The Harvest vs. Seed Dilemma

Crowded markets get a bad rap. Founders often shy away, fearing competition, noise, and saturation. But crowded markets come with hidden advantages: someone else is already paying to educate the customer.

If your product solves a fuzzy or unfamiliar problem, harvesting a crowded market might be a smart move. You piggyback on existing awareness and redirect attention instead of building it from scratch.

On the flip side, if your product solves a clear, urgent pain point, seeding an underdeveloped market can be powerful. You’re buying attention rather than competing for it. You own the narrative, shape the category, and define the rules.

A Heuristic for Founders

Here’s a rough decision framework to help founders think through their launch strategy. If your product:

🔹 Solves a vague or emerging problem, consider harvesting (to ride the awareness wave)
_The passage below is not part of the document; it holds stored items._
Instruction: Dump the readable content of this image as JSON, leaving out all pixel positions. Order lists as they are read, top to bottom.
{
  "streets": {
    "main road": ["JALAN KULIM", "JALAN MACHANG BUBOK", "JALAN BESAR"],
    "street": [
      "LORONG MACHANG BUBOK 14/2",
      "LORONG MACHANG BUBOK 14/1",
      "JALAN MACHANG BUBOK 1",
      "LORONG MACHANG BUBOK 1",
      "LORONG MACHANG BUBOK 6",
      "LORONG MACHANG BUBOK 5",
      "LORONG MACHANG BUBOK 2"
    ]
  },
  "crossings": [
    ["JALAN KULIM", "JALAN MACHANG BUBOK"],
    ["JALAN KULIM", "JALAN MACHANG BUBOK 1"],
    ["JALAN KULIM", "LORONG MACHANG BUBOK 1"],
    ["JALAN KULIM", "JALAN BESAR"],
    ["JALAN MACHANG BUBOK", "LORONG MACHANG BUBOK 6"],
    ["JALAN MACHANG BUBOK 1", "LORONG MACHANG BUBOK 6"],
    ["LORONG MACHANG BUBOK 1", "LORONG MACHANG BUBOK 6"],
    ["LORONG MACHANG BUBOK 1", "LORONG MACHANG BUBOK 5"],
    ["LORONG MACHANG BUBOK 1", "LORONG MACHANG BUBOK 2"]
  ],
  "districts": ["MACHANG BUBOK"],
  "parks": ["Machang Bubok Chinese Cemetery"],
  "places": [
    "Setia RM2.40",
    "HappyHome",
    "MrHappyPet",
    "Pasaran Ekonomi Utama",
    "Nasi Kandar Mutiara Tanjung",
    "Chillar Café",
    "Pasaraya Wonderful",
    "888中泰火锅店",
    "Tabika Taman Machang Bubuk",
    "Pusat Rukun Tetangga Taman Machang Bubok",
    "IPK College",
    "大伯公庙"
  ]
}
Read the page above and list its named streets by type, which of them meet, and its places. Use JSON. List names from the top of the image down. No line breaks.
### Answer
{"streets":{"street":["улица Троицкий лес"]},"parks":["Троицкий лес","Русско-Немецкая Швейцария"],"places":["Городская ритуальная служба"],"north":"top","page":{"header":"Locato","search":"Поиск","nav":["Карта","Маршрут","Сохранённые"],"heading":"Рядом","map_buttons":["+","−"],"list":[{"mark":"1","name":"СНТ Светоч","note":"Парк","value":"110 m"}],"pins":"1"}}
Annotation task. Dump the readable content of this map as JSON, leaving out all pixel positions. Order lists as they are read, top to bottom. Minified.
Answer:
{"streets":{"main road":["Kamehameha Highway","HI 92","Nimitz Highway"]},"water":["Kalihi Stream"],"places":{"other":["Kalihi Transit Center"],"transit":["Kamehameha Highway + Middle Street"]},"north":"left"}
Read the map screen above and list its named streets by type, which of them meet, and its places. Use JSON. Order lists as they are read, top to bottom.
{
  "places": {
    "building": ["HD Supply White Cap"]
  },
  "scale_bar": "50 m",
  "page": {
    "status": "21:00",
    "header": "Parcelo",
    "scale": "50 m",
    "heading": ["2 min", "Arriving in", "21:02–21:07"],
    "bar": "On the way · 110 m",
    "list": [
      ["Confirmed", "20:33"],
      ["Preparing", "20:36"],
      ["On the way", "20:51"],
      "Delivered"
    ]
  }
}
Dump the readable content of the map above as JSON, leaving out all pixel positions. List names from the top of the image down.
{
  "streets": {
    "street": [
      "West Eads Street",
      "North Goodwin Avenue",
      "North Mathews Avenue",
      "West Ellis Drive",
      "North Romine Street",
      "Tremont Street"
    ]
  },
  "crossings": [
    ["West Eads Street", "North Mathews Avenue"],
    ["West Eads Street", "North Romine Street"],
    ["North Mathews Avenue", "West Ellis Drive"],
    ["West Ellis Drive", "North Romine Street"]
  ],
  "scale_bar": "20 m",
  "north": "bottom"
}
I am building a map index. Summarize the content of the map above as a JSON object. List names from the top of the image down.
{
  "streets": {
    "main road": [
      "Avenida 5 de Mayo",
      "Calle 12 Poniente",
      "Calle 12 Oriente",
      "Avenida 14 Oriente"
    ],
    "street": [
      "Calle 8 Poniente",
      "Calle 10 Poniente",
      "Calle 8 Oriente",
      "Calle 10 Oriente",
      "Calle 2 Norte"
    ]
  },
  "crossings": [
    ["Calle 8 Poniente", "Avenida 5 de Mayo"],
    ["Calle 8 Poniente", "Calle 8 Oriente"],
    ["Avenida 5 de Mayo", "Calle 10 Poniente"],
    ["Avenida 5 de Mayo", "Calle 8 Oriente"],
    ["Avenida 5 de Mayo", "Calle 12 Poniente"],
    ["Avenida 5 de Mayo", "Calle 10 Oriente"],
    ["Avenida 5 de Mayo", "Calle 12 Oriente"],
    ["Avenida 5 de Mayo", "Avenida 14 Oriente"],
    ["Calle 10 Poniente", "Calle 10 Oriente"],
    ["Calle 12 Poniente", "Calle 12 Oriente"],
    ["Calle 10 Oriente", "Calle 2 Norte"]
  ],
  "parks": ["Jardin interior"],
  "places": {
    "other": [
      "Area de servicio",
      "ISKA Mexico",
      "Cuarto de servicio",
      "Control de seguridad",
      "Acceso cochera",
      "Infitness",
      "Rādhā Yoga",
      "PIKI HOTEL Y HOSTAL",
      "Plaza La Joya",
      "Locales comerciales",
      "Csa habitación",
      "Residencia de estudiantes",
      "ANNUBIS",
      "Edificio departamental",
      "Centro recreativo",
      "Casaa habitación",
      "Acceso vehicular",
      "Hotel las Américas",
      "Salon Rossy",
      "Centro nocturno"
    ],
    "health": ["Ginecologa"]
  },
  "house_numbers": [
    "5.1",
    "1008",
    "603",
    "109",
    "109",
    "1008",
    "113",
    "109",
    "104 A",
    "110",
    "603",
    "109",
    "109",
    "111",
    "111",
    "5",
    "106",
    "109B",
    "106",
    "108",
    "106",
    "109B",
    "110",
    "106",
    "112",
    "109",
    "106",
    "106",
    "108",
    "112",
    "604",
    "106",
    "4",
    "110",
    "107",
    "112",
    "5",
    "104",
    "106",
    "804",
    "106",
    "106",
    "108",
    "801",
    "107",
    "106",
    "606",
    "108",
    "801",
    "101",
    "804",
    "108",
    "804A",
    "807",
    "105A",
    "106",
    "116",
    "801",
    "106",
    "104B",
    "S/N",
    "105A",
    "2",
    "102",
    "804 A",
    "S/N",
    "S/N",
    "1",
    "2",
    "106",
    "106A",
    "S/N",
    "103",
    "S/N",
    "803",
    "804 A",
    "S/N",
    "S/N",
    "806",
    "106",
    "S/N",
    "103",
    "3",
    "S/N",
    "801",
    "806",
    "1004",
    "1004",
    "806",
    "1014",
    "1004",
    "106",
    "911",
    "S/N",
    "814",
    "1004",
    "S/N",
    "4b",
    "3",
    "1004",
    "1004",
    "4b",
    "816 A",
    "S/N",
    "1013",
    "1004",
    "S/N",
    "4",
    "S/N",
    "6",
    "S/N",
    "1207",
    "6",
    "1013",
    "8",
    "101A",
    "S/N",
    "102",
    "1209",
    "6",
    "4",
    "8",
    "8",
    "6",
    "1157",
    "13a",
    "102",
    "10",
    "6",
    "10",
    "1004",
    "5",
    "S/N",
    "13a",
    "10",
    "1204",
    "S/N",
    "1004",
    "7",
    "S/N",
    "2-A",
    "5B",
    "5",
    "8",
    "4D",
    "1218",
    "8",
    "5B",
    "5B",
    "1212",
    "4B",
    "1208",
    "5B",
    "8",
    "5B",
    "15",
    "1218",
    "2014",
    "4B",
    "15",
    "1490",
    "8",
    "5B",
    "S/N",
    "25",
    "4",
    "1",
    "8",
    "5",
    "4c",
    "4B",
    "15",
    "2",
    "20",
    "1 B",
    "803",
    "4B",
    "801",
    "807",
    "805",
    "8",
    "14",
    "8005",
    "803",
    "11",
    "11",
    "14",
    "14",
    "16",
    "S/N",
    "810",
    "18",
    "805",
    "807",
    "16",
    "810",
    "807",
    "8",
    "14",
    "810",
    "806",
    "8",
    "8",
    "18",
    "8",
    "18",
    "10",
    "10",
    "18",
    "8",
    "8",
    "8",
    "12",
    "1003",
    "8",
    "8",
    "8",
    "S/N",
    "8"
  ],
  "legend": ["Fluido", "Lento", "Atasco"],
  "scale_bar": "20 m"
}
🔸 Solves a clear, painful problem, consider seeding (to own the narrative).

🔹 Requires behavior change, consider harvesting (to borrow trust from incumbents)

🔸 Offers a radically better experience, consider seeding (to build your own category)

This isn’t gospel—but it’s a useful starting point. The goal isn’t to follow a formula. It’s to understand the trade-offs.

What Harvesting Looks Like

Harvesting means entering a market where customers already have some understanding of the problem—but maybe not the best solution. You’re not educating from zero. You’re reframing.

Examples:

  • A new CRM tool entering the sales tech space with a unique UX or pricing model.

  • A wellness brand offering a better version of an already-popular supplement.

Harvesting works when:

  • The market is noisy but not fully satisfied.

  • Your differentiation is clear and compelling.

  • You can wedge into existing buying behavior.

What Seeding Looks Like

Seeding means entering a market where the problem is under-recognized or underserved. You’re not just selling a solution—you’re selling the existence of the problem.

Examples:

  • A startup tackling mental load in remote teams with a novel productivity framework.

  • A fintech product solving a niche but painful cash flow issue for freelancers.

Seeding works when:

  • The pain is real, even if the category isn’t.

  • You can articulate the problem better than anyone else.

  • You’re willing to invest in education and evangelism.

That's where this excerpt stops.